**INPUT FOR THIS TASK**.
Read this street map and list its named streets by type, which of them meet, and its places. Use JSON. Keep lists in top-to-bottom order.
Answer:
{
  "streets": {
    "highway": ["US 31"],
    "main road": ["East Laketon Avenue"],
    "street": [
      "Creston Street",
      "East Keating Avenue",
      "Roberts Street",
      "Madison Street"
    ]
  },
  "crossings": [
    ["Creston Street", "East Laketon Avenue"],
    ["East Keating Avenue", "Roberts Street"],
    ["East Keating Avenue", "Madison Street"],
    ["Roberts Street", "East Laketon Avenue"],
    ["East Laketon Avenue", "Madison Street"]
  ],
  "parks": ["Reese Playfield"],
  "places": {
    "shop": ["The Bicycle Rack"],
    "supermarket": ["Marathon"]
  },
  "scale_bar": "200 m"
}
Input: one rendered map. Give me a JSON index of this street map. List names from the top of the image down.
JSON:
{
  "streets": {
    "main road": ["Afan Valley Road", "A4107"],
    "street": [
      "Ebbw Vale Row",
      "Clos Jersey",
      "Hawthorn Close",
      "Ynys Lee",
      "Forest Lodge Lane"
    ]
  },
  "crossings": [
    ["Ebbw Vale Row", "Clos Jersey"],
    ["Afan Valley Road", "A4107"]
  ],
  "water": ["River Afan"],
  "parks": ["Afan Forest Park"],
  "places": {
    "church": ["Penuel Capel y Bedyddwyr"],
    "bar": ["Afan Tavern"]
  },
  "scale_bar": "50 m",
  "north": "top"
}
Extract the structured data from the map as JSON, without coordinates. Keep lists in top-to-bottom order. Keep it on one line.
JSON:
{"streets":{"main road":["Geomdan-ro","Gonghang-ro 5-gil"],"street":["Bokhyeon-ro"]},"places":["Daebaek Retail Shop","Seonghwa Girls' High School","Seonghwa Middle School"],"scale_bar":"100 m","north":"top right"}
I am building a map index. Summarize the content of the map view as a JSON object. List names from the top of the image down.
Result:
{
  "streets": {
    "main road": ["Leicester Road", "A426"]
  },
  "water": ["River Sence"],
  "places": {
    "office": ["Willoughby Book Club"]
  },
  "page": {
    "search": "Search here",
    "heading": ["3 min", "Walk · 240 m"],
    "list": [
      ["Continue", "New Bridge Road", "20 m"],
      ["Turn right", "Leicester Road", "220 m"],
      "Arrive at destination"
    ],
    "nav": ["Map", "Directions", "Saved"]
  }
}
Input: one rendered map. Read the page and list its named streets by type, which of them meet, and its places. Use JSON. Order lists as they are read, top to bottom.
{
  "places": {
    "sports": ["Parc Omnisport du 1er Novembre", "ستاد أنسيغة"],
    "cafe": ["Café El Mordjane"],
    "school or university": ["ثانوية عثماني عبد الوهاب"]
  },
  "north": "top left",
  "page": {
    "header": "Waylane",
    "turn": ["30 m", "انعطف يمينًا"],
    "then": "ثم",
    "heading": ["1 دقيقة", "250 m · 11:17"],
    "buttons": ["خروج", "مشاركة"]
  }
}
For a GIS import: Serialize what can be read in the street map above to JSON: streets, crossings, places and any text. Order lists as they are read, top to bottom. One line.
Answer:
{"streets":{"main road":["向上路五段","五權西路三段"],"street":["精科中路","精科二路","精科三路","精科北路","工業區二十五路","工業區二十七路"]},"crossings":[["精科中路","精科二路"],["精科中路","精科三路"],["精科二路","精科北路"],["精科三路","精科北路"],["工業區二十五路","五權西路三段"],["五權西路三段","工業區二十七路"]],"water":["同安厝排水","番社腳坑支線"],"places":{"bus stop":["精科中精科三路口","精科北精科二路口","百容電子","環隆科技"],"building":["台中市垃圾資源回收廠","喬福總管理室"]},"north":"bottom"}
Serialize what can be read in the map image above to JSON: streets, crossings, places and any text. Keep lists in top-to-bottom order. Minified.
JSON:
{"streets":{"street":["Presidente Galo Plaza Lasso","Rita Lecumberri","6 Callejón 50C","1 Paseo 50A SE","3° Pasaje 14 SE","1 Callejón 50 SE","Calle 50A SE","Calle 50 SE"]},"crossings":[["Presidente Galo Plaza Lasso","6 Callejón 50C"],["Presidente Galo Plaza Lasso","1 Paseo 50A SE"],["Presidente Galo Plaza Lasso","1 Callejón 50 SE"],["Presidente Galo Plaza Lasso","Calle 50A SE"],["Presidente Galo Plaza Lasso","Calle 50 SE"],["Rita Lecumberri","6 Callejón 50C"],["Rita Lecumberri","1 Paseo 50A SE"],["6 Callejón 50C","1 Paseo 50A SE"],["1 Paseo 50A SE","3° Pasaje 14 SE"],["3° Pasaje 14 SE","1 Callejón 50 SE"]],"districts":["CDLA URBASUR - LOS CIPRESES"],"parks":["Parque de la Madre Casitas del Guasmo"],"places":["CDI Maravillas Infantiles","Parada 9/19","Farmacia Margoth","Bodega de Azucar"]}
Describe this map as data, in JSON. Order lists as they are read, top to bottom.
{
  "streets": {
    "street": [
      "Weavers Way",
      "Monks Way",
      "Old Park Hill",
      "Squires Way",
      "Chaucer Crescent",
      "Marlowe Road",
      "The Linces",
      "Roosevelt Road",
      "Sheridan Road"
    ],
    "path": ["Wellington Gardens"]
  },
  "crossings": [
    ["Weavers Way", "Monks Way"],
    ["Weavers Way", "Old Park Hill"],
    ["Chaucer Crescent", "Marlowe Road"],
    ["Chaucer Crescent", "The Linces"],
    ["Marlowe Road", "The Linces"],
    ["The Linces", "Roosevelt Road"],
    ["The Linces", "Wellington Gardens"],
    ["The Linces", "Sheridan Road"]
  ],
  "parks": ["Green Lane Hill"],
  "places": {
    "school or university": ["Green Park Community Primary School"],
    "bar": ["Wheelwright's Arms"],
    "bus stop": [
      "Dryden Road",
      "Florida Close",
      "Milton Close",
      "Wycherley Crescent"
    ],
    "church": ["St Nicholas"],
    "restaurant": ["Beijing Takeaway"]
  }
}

**WORK ITEM**. Extract from the listing above the lines between the line containing "For a GIS import: Serialize" and the line containing "Serialize what can be read in the map", keeping both of those lines. Output nothing else.

**SOLVED PROBLEM**.
For a GIS import: Serialize what can be read in the street map above to JSON: streets, crossings, places and any text. Order lists as they are read, top to bottom. One line.
Answer:
{"streets":{"main road":["向上路五段","五權西路三段"],"street":["精科中路","精科二路","精科三路","精科北路","工業區二十五路","工業區二十七路"]},"crossings":[["精科中路","精科二路"],["精科中路","精科三路"],["精科二路","精科北路"],["精科三路","精科北路"],["工業區二十五路","五權西路三段"],["五權西路三段","工業區二十七路"]],"water":["同安厝排水","番社腳坑支線"],"places":{"bus stop":["精科中精科三路口","精科北精科二路口","百容電子","環隆科技"],"building":["台中市垃圾資源回收廠","喬福總管理室"]},"north":"bottom"}
Serialize what can be read in the map image above to JSON: streets, crossings, places and any text. Keep lists in top-to-bottom order. Minified.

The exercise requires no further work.